[Start of Attachment]
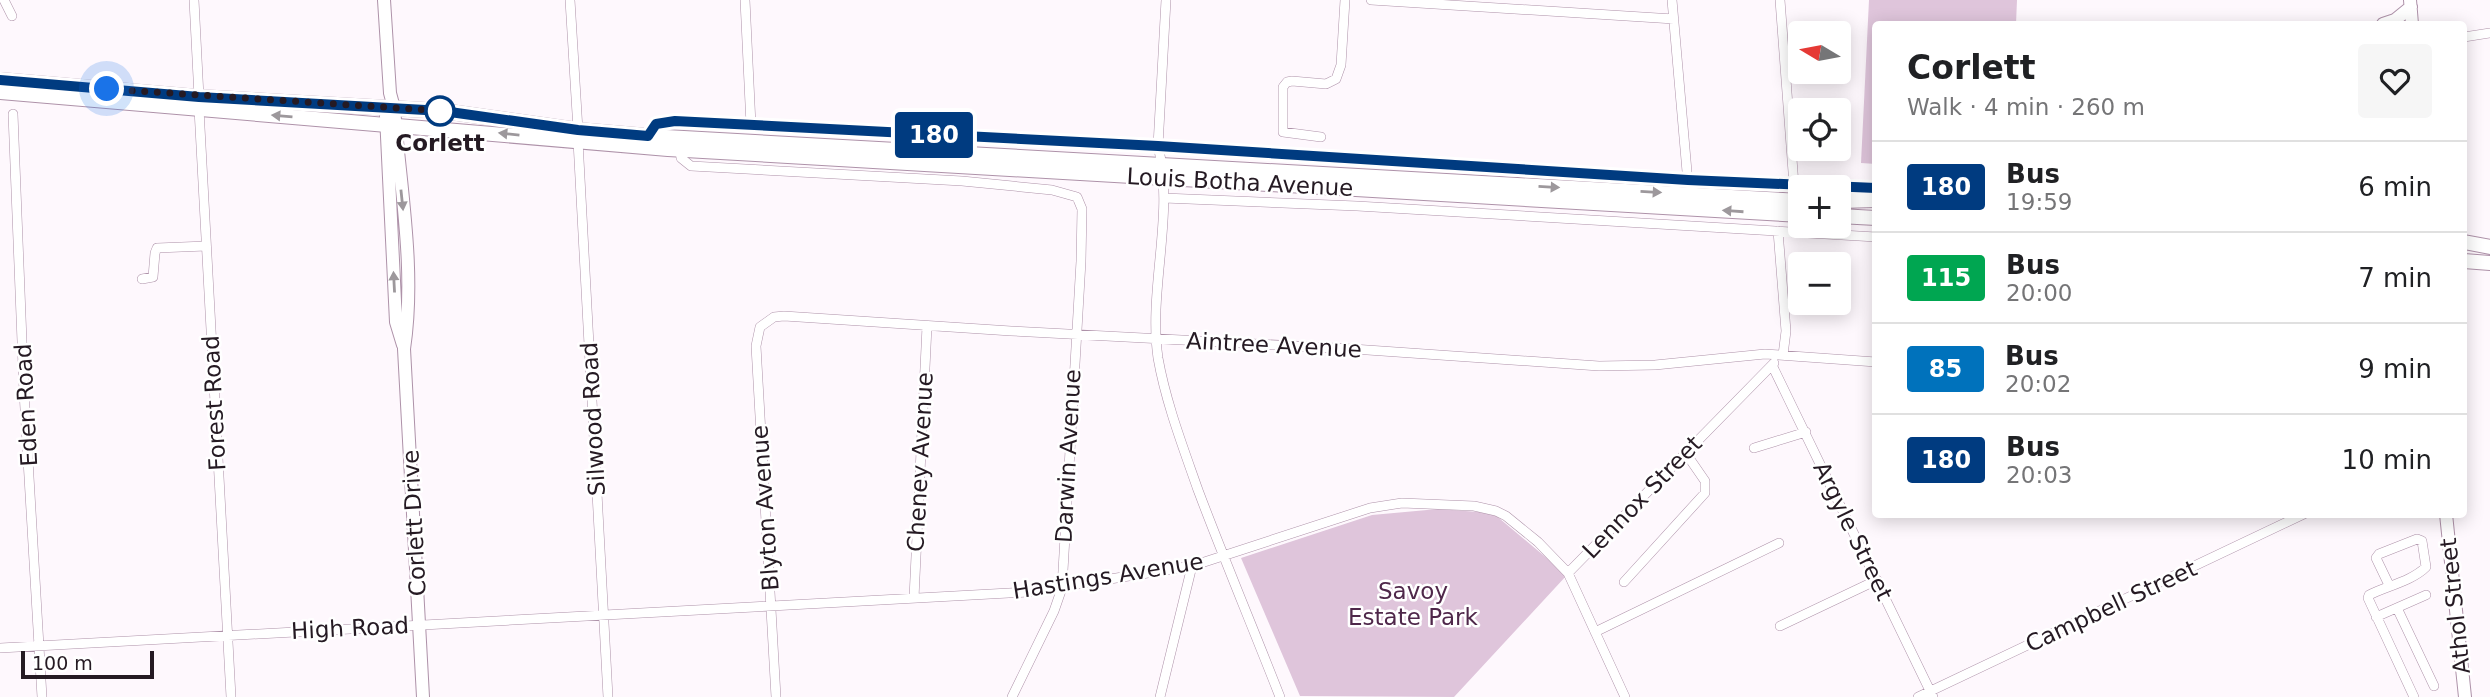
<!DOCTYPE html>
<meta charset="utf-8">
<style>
:root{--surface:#fff;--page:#f6f6f6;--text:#202124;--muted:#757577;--line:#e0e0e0}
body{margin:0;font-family:"DejaVu Sans",sans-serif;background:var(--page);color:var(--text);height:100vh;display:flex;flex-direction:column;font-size:26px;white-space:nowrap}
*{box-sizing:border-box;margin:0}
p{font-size:23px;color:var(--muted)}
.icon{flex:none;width:38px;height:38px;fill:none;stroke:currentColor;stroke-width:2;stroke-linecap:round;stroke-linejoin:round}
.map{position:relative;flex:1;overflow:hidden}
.details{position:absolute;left:1872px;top:21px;width:595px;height:497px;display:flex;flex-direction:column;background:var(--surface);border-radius:7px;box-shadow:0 4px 18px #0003}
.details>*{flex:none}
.badge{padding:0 14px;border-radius:5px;font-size:24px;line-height:46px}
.needle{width:46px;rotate:280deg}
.fabs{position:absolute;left:1788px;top:21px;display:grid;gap:14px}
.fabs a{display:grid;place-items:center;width:63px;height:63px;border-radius:7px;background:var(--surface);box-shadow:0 4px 18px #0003;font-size:35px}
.scale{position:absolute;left:21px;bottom:18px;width:133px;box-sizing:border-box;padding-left:7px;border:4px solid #251a23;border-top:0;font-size:19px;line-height:24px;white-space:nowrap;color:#251a23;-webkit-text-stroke:5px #fff;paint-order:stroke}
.you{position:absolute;width:35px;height:35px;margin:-18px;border:5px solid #fff;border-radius:50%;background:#1a73e8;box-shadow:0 0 0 10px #1a73e833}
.map>.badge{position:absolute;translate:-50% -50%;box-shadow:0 0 0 4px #fff}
.round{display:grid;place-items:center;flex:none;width:74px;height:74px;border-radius:7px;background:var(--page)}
.overview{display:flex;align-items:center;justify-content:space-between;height:119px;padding:0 35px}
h1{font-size:33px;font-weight:700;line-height:52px}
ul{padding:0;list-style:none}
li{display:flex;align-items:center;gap:21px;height:91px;padding:0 35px;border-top:2px solid var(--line)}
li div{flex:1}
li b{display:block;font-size:26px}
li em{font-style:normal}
li .badge{min-width:77px;font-weight:700;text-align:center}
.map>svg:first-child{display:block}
.green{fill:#dfc5db}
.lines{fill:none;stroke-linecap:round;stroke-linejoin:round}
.minor-casing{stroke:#ae92a9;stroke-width:10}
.secondary-casing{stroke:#ae92a9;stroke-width:14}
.primary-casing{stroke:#ae92a9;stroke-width:16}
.minor{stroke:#fff;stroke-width:9}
.secondary{stroke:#fff;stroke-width:12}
.primary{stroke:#fff;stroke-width:14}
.oneway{fill:#9d989c}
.line-casing{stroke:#fff;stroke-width:16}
.line{stroke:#003b80;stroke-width:10}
.walk{stroke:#251a23;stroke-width:7;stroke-dasharray:0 12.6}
.stop-dot{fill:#fff;stroke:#003b80;stroke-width:3.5}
.labels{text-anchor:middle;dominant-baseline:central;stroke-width:5;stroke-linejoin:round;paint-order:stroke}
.stop-label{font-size:23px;font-weight:bold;fill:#251a23;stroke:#fff}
.street-label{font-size:23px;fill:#251a23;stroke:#fff}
.park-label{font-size:23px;fill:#4f274a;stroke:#fff}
</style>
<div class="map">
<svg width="2490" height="697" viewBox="0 0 2490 697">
<rect width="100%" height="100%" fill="#fef8fd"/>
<!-- green -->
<path class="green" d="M1869 0H2017L2016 24H1876V164L1861 163Z
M1438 509 1493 513 1567 575 1454 697 1300 696 1241 558 1372 515Z"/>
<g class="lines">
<defs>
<path id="minor" d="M4 0 12 16
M194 0 199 97
M570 0 578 130
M745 0 751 125
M1166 0 1158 146C1175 214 1148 289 1158 358 1166 403 1183 447 1198 490 1224 559 1253 628 1280 697
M1371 0 1674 19
M1672 0 1688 183
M1780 0 1794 185
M2464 37 2490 33
M199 109 231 697
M13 114 24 392 42 697
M648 136 656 124 675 121 1158 146 1688 180 1876 188
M1321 137 1283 132V87L1287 82 1292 81 1326 84 1336 79 1341 65 1345 0
M578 141 608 697
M680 150 681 158 691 166 962 181 1052 190 1077 197 1082 209 1081 261 1062 588 1054 611 1012 697
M1164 198 1357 206 1876 237
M1778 231 1786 331 1783 355
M142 279 153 277 155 253 157 248 206 246
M1772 365 1933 697
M1754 448 1806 432
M1568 573 1774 363
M1624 582 1705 493V481L1685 452
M2389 585 2376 558 2379 554 2417 539 2422 541 2426 567C2412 581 2387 586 2369 595L2368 598 2414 697
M914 598 927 326
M2397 608 2434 686
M2376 617 2426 595
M1780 626 1877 580
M1595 632 1779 543
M0 648 1028 592 1192 566 1370 508 1402 503 1474 506 1496 511 1506 516 1538 542 1568 573 1625 697
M776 697 756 346 760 327 774 317 784 316 1011 331 1353 349 1599 366 1655 365 1765 354 1876 362
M1160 697 1192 566
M1918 697 2304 514"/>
<path id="secondary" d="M384 0 390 93 394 108C400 187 416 270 404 349L423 697
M2410 0 2412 24
M2383 24 2395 20 2411 7
M386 116 396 322 403 345
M2446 514 2465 697"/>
<path id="primary" d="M0 80 199 97 443 111 578 130 648 136 1801 201
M0 92 668 149 1801 215
M1839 201 1876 200
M1839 216 1876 218
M2464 242 2490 247
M2464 261 2490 263"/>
</defs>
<!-- minor casing -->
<use href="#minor" class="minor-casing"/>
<!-- secondary casing -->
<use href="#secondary" class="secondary-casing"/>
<!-- primary casing -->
<use href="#primary" class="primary-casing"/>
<!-- minor -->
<use href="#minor" class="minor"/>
<!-- secondary -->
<use href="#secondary" class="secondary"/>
<!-- primary -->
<use href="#primary" class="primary"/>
</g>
<!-- one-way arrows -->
<defs><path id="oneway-solid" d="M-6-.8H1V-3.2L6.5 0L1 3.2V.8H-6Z" transform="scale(1.75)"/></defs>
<g class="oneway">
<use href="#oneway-solid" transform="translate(282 116) rotate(-175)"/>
<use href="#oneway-solid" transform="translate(509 134) rotate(-174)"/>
<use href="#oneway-solid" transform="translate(1549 187) rotate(3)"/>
<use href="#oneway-solid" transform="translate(1651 192) rotate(3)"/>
<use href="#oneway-solid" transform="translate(402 200) rotate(84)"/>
<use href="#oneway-solid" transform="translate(1733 211) rotate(-176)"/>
<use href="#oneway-solid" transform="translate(394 282) rotate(-93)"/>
</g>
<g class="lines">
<defs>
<path id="line" d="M0 80 199 97 443 111 578 130 648 136 656 124 675 121 1158 146 1688 180 1876 188"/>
</defs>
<!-- line casing -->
<use href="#line" class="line-casing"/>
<!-- line -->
<use href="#line" class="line"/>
<!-- walk -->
<path class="walk" d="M107 89 443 111H440"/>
</g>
<!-- markers -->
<circle class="stop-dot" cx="440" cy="111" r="14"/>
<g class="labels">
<!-- stop labels -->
<g class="stop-label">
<text x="440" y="143">Corlett</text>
</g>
<!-- street labels -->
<g class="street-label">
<text transform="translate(1240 182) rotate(3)">Louis Botha Avenue</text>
<text transform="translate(1274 345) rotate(3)">Aintree Avenue</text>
<text transform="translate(214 403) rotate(-93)">Forest Road</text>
<text transform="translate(26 405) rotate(-93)">Eden Road</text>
<text transform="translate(593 419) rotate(-93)">Silwood Road</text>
<text transform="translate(1068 456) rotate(-87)">Darwin Avenue</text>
<text transform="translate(920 462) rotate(-87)">Cheney Avenue</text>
<text transform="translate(1642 497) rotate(-46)">Lennox Street</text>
<text transform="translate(765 508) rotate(-94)">Blyton Avenue</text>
<text transform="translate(414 523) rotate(-93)">Corlett Drive</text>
<text transform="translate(1853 531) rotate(64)">Argyle Street</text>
<text transform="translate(1108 576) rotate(-9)">Hastings Avenue</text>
<text transform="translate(2111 606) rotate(-25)">Campbell Street</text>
<text transform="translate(2455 606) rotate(-96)">Athol Street</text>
<text transform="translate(350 628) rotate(-3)">High Road</text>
</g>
<!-- park labels -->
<g class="park-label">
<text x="1413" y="591">Savoy<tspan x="1413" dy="26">Estate Park</tspan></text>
</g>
</g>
</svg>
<div class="fabs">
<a><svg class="needle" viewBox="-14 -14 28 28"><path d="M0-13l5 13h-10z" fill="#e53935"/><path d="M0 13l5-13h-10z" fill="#757577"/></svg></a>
<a><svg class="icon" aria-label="locate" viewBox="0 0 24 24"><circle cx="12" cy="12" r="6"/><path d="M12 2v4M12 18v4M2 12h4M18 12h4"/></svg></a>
<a>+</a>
<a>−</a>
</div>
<div class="scale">100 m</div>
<div class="you" style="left:107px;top:89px"></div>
<b class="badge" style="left:934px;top:135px;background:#003b80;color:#fff">180</b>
<section class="details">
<div class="overview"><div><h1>Corlett</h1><p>Walk · 4 min · 260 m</p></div><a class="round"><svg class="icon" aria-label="heart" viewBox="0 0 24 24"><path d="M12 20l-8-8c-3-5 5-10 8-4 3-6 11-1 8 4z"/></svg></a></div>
<ul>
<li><span class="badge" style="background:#003b80;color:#fff">180</span><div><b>Bus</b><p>19:59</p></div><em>6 min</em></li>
<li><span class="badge" style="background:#00a651;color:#fff">115</span><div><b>Bus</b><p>20:00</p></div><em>7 min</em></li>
<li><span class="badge" style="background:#0072bc;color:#fff">85</span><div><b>Bus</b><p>20:02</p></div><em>9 min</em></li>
<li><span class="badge" style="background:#003b80;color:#fff">180</span><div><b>Bus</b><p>20:03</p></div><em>10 min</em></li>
</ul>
</section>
</div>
[End of Attachment]
TASK OBJECTIVE =
Wherever the string "white" is found in the listing above, copy the line that contains it.

RESULT FOR THIS EXERCISE =
body{margin:0;font-family:"DejaVu Sans",sans-serif;background:var(--page);color:var(--text);height:100vh;display:flex;flex-direction:column;font-size:26px;white-space:nowrap}
.scale{position:absolute;left:21px;bottom:18px;width:133px;box-sizing:border-box;padding-left:7px;border:4px solid #251a23;border-top:0;font-size:19px;line-height:24px;white-space:nowrap;color:#251a23;-webkit-text-stroke:5px #fff;paint-order:stroke}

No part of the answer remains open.